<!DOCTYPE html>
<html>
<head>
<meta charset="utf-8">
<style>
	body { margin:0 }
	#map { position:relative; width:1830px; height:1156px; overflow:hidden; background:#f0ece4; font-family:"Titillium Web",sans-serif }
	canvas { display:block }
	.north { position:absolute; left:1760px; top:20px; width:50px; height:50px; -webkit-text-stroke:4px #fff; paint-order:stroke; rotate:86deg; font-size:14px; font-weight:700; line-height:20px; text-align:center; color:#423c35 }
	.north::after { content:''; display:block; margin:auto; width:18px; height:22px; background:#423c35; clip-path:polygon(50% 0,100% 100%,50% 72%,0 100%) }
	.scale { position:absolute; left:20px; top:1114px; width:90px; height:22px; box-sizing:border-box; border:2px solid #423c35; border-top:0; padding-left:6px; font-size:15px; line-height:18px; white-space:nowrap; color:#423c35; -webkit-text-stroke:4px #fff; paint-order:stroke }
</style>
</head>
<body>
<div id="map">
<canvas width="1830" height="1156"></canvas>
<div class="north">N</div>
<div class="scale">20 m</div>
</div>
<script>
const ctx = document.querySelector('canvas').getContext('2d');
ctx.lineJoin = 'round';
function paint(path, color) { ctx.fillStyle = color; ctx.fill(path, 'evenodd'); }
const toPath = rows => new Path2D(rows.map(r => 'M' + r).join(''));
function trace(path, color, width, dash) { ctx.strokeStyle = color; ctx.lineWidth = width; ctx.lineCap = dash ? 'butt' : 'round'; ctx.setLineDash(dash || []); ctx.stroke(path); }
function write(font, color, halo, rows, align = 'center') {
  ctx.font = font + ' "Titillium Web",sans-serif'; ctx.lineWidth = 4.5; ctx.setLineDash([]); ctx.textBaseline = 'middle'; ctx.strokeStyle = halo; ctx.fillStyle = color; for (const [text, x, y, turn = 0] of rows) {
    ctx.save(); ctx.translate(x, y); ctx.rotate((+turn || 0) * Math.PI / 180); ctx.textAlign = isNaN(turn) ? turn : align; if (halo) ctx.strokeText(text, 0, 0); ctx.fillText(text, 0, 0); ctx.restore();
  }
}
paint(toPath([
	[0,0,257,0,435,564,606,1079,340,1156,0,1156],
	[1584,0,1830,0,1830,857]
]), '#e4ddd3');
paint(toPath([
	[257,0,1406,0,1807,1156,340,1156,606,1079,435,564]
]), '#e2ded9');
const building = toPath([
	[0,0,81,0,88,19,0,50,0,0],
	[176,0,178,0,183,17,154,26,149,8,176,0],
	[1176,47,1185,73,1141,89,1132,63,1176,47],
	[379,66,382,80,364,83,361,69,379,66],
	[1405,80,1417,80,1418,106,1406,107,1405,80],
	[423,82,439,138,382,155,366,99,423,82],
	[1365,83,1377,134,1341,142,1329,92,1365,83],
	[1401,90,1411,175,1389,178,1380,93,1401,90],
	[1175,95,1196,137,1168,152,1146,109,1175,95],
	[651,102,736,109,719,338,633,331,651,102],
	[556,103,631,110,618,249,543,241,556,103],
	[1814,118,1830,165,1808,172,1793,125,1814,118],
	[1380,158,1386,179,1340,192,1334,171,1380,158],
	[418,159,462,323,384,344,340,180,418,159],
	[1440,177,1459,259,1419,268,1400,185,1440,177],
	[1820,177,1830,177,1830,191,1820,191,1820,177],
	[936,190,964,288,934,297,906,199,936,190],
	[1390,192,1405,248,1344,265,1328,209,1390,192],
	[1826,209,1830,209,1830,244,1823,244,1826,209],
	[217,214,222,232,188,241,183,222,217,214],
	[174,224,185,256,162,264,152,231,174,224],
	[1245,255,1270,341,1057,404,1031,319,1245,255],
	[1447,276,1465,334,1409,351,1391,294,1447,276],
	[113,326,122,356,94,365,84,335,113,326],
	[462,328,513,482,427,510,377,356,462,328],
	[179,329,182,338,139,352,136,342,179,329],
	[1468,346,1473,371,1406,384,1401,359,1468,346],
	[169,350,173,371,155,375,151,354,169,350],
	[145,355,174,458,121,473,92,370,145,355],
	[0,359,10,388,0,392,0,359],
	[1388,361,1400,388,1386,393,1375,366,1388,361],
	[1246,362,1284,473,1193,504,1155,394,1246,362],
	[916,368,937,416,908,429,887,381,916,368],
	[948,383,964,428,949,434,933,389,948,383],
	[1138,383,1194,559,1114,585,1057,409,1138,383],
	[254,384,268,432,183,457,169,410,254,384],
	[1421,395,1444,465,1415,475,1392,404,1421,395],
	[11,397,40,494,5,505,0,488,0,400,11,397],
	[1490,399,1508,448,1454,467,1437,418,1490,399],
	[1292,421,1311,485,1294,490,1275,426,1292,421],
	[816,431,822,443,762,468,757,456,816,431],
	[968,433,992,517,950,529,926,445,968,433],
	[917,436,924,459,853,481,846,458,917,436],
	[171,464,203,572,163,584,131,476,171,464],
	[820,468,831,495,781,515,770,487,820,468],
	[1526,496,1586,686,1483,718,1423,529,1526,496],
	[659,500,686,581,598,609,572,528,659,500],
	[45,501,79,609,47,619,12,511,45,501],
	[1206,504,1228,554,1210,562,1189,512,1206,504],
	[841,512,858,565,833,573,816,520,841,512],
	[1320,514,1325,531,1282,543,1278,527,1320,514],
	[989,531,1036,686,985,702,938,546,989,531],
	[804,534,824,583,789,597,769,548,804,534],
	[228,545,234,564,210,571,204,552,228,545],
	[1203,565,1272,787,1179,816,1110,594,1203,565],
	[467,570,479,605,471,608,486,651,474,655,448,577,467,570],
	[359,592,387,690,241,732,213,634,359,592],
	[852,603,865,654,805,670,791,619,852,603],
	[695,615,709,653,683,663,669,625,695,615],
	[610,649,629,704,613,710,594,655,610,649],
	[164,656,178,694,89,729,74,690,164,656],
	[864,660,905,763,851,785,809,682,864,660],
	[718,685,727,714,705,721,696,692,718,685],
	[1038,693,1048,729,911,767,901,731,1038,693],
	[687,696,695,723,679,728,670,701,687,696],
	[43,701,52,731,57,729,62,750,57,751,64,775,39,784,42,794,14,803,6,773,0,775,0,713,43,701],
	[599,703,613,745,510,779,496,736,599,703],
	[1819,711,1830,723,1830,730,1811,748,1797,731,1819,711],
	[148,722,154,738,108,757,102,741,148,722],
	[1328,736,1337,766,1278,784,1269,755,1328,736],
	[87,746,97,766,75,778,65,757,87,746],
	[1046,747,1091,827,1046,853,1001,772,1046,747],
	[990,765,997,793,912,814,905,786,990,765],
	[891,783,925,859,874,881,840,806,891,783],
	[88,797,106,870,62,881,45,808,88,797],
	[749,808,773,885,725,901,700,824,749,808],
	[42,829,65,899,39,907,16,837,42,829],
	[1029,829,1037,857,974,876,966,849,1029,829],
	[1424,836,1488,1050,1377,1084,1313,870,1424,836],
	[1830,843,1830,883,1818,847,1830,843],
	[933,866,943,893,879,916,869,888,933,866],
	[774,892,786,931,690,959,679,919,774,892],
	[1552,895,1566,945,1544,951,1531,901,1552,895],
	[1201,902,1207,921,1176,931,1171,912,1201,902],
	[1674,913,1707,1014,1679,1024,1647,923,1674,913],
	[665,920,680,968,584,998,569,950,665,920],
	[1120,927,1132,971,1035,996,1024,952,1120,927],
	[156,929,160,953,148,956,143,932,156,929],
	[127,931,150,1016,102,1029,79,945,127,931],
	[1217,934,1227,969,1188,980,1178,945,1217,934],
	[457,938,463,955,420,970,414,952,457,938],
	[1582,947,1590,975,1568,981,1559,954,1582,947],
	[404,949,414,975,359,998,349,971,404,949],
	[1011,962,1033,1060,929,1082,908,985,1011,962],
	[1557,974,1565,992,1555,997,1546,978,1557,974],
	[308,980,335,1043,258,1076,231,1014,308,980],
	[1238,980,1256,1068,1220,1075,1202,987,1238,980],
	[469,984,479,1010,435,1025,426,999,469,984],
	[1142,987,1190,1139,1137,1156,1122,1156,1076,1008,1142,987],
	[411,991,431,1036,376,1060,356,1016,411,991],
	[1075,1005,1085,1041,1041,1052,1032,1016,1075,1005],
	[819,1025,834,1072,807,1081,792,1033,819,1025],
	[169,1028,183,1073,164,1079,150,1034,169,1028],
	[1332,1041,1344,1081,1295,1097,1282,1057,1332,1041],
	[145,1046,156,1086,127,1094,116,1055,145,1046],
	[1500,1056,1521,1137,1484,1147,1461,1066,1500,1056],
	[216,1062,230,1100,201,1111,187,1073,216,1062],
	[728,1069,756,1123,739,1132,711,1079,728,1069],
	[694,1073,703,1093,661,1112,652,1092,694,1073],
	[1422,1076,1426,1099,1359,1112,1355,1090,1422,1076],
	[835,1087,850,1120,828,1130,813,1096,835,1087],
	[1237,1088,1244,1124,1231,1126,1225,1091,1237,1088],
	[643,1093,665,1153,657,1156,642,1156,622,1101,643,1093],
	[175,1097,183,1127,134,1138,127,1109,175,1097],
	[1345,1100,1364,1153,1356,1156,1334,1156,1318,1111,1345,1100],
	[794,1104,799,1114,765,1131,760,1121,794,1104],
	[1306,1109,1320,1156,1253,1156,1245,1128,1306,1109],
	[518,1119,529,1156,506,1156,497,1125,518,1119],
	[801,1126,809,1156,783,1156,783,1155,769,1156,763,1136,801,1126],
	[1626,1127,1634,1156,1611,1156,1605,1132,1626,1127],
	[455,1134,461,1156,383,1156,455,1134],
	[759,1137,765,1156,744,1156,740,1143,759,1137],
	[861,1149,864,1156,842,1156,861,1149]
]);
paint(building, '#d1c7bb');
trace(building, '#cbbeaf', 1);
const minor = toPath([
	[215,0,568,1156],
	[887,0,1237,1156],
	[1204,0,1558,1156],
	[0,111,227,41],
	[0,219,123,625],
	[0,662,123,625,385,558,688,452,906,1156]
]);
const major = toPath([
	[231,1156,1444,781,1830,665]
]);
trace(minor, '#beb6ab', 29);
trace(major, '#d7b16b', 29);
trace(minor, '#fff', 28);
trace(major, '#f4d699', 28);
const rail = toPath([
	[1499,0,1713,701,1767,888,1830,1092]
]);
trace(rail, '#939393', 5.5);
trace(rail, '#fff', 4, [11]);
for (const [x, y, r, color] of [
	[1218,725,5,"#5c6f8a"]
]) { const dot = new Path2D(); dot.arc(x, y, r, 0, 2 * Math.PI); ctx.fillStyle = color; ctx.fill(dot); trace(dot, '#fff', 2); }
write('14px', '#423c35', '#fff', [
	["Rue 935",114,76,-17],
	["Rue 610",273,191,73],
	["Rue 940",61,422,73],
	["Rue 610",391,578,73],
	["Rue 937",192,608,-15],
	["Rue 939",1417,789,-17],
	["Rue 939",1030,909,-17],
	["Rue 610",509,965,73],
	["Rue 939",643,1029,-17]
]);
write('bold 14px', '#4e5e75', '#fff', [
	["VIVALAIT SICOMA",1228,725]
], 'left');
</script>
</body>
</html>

Problem details: Up to and including the line with "ctx.save(); ctx.translate(x, y);", transcribe the entries above exactly, starting from their first line.

Response for this exercise:
<!DOCTYPE html>
<html>
<head>
<meta charset="utf-8">
<style>
	body { margin:0 }
	#map { position:relative; width:1830px; height:1156px; overflow:hidden; background:#f0ece4; font-family:"Titillium Web",sans-serif }
	canvas { display:block }
	.north { position:absolute; left:1760px; top:20px; width:50px; height:50px; -webkit-text-stroke:4px #fff; paint-order:stroke; rotate:86deg; font-size:14px; font-weight:700; line-height:20px; text-align:center; color:#423c35 }
	.north::after { content:''; display:block; margin:auto; width:18px; height:22px; background:#423c35; clip-path:polygon(50% 0,100% 100%,50% 72%,0 100%) }
	.scale { position:absolute; left:20px; top:1114px; width:90px; height:22px; box-sizing:border-box; border:2px solid #423c35; border-top:0; padding-left:6px; font-size:15px; line-height:18px; white-space:nowrap; color:#423c35; -webkit-text-stroke:4px #fff; paint-order:stroke }
</style>
</head>
<body>
<div id="map">
<canvas width="1830" height="1156"></canvas>
<div class="north">N</div>
<div class="scale">20 m</div>
</div>
<script>
const ctx = document.querySelector('canvas').getContext('2d');
ctx.lineJoin = 'round';
function paint(path, color) { ctx.fillStyle = color; ctx.fill(path, 'evenodd'); }
const toPath = rows => new Path2D(rows.map(r => 'M' + r).join(''));
function trace(path, color, width, dash) { ctx.strokeStyle = color; ctx.lineWidth = width; ctx.lineCap = dash ? 'butt' : 'round'; ctx.setLineDash(dash || []); ctx.stroke(path); }
function write(font, color, halo, rows, align = 'center') {
  ctx.font = font + ' "Titillium Web",sans-serif'; ctx.lineWidth = 4.5; ctx.setLineDash([]); ctx.textBaseline = 'middle'; ctx.strokeStyle = halo; ctx.fillStyle = color; for (const [text, x, y, turn = 0] of rows) {
    ctx.save(); ctx.translate(x, y); ctx.rotate((+turn || 0) * Math.PI / 180); ctx.textAlign = isNaN(turn) ? turn : align; if (halo) ctx.strokeText(text, 0, 0); ctx.fillText(text, 0, 0); ctx.restore();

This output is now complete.